If DOE does not respond to the request within a required 30 days, the groups plan to challenge the 90-day emergency order in court, they said.
The Federal Power Act’s section 202(c) gives the DOE secretary the authority to temporarily order power plants to operate during wars and emergencies. In a May 23 order, DOE Secretary Chris Wright said parts of the Midwest faced an “energy emergency” and that Consumers’ J.H. Campbell power plant in West Olive, Michigan, should run until Aug. 21, past its planned May 31 shutdown.
DOE cited two reports in finding that an emergency exists in MISO: NERC’s 2025 Summer Reliability Assessment issued on May 14 and the grid operator’s capacity auction results released in late April.
Those reports fail to show Michigan faces an emergency that requires the Campbell power plant to keep running, according to the public interest groups. MISO and the Michigan Public Service Commission have said the state and broader Midcontinent system have adequate power supplies this summer, the groups said. Also, MISO and the PSC approved retiring the Campbell power plant, and Consumers acquired replacement power supplies, they noted.
“MISO has made clear time and again that the vast region over which it has balancing authority is resource adequate for summer 2025,” the groups said. “This means that MISO is not facing any imminent shortage that might justify an emergency declaration within the meaning of Section 202(c).”
The Federal Power Act permits DOE to issue an emergency order in the face of “an imminent, exigent, short-term supply shortfall,” but the department failed to show those conditions exist, the groups said.
Also, since the PSC approved retiring the Campbell plant in 2022, Consumers has been preparing for its shutdown, including by not investing in maintenance and upgrades for the facility, the groups said.
“As a result of the canceled projects and forgone maintenance and investment, it is unlikely that Campbell can reliably dispatch without significant further expense,” the groups said.

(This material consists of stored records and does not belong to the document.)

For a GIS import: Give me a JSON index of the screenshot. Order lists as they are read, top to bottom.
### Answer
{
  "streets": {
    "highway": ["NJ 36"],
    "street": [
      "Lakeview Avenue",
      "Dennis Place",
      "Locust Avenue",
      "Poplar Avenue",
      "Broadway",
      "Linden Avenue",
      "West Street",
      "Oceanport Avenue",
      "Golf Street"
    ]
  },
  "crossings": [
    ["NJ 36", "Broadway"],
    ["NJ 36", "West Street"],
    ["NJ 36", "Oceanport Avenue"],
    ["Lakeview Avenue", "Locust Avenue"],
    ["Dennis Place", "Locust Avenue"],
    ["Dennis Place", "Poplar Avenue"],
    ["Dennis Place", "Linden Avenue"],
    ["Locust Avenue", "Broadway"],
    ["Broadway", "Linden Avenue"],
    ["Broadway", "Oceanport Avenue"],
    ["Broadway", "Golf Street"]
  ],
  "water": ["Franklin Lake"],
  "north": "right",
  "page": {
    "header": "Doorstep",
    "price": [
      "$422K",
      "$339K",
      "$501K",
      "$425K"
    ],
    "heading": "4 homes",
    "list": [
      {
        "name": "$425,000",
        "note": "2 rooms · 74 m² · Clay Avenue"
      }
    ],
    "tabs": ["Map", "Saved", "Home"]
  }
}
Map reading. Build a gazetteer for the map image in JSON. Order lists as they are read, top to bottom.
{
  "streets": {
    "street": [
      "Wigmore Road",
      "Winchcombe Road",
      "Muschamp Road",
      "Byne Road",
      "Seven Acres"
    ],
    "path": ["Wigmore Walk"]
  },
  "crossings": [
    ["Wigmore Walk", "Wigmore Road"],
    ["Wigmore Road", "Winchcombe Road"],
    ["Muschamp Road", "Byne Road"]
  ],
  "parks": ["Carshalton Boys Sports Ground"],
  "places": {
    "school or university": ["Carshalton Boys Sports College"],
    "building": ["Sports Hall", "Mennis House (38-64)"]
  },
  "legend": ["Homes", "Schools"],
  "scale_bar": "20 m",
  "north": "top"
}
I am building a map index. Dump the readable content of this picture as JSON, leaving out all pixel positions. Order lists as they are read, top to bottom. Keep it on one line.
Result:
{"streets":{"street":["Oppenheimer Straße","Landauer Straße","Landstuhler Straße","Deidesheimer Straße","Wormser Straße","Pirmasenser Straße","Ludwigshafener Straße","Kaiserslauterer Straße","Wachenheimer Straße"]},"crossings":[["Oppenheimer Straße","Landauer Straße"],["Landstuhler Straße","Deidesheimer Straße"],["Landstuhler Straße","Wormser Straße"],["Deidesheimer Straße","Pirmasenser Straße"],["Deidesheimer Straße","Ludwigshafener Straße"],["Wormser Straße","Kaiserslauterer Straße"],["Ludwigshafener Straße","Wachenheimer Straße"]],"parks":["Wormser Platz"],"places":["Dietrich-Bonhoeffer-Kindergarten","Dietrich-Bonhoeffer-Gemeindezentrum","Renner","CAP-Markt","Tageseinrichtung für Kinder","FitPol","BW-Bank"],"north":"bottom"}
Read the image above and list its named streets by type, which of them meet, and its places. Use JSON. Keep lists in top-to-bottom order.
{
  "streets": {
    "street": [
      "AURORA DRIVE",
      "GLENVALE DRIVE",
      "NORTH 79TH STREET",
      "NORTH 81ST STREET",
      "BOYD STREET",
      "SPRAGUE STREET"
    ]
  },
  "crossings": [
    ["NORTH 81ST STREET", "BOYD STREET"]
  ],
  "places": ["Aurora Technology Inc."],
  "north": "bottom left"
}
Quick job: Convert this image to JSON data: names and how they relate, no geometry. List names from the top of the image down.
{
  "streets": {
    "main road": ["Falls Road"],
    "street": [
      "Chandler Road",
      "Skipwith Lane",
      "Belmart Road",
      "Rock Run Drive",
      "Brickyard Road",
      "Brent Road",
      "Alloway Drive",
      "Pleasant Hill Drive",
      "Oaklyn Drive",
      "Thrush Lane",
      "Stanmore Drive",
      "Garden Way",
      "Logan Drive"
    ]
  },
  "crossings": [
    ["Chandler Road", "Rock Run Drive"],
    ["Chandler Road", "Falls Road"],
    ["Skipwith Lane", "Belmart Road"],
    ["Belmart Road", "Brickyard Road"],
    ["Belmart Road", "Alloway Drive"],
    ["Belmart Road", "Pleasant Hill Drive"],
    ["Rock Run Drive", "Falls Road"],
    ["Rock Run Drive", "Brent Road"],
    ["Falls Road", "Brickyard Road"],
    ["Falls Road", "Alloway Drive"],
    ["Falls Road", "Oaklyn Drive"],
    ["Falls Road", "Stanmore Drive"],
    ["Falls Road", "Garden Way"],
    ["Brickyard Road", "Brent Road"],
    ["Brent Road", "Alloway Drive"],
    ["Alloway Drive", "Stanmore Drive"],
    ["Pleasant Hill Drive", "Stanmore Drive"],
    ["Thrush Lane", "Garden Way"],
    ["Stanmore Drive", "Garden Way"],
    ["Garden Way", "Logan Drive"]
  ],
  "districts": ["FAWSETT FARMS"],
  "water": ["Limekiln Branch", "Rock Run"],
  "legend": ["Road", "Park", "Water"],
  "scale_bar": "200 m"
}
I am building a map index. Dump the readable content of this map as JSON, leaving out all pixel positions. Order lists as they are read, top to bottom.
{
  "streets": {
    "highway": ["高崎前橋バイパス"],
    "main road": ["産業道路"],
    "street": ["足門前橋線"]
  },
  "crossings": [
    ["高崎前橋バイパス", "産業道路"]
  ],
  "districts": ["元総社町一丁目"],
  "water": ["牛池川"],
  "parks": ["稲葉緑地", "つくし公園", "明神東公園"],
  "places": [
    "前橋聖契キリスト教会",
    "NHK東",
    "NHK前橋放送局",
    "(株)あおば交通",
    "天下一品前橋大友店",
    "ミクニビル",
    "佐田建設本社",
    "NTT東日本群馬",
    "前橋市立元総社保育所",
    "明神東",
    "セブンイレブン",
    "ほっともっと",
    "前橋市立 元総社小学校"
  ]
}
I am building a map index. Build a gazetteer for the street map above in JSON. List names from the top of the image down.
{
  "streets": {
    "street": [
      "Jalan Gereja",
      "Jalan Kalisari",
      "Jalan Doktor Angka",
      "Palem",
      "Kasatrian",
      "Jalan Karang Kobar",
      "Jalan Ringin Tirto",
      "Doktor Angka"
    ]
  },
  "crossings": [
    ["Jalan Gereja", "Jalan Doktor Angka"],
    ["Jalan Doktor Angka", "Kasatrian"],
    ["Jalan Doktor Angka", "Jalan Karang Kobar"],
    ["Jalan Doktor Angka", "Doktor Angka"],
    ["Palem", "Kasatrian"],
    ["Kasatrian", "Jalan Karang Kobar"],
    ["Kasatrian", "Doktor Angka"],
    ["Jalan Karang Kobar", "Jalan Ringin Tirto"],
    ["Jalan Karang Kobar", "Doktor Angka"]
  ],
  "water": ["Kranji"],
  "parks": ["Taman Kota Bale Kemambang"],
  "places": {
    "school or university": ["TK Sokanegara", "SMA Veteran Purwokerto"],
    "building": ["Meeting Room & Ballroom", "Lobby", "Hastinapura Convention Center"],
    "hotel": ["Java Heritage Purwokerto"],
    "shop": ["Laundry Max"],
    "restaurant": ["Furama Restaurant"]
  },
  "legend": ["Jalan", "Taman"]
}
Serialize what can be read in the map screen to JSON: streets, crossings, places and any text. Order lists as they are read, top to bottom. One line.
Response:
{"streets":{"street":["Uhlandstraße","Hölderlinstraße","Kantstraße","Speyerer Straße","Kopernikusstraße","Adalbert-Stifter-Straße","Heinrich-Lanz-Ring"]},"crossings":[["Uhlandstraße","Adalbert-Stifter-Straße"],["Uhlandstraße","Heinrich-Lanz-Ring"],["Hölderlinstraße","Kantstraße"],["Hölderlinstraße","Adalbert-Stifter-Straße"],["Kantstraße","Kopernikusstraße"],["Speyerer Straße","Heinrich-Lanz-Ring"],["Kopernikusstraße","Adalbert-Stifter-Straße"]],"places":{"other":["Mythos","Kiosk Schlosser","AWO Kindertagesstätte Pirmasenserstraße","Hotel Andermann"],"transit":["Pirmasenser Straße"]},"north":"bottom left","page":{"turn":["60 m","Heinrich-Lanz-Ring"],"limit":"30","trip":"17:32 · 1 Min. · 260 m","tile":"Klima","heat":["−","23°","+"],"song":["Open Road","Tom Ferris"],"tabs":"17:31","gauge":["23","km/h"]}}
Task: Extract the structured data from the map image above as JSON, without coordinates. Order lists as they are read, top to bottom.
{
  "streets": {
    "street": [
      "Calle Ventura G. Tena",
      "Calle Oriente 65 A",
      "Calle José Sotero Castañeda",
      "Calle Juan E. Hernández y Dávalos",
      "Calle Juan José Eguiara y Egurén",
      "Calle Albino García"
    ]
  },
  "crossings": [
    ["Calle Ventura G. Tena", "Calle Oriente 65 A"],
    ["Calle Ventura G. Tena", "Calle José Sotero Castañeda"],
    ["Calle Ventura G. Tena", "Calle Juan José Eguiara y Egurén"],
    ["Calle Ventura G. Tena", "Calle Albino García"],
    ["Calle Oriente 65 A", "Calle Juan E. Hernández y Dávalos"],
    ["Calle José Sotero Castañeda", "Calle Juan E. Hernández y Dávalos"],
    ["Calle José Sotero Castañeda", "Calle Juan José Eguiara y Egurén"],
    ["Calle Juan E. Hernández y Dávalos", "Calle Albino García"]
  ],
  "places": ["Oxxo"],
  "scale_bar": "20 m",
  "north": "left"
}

The power plant had higher than average unplanned outages in the last two years, the groups said. Unplanned outage rates for the power plant's three units were 14.8%, 48% and 19.3% last year compared to an average rate of about 12% for the U.S. coal fleet, according to the groups.
DOE’s order is also unlawfully vague about what MISO and Consumers are expected to do in terms of making the Campbell plant available, the use of economic dispatch and who should pay for keeping the plant running, according to the groups. “MISO and Consumers are left in the dark as to what they are required to do,” they said.
“There is no energy emergency in our country — and certainly no shortage of power plants in Michigan or in MISO — and it is illegal to invoke a made-up emergency to overturn a long-planned plant retirement,” Greg Wannier, a senior attorney at the Sierra Club, said in a press release. “This action will only make bills more expensive for Michiganders and sets a dangerous precedent for government interference in the energy industry.”
The groups signing the rehearing request include the Sierra Club, Environmental Law and Policy Center, Natural Resources Defense Council, Michigan Environmental Council, Environmental Defense Fund, Vote Solar, Public Citizen, Union of Concerned Scientists, the Ecology Center and Urban Core Collective.
Cost recovery action at FERC
Meanwhile, MISO and Consumers Energy were unable to agree on how the utility should recoup its costs for running the power plant past its intended retirement date, DOE said in a June 13 letter to the Federal Energy Regulatory Commission.
DOE asked FERC to determine how Consumers Energy should be paid. FERC shouldn’t consider any other issues, such as DOE’s finding that there is an emergency in MISO and the conditions of service ordered by the department, DOE said.
Consumers Energy on June 6 filed a complaint at FERC seeking to establish a pathway for it to recover its costs to keep the plant in Michigan running. Currently, MISO lacks a mechanism to pay generators that run under section 202(c) emergency orders, and the grid operator has no way to allocate those costs, according to Consumers. Comments on the complaint are due on Friday.
In the complaint, Consumers said it was complying with DOE’s order by offering energy into the MISO market and that the Campbell plant is producing electricity when dispatched. The utility said it plans to make a separate cost-recovery filing at FERC after the DOE order expires.
Separately, the PJM Interconnection earlier this month launched a fast-track process to set a cost recovery mechanism for Constellation Energy’s Eddystone units in Pennsylvania. A day before those units were set to retire, DOE on May 30 issued an emergency order to keep those units operating.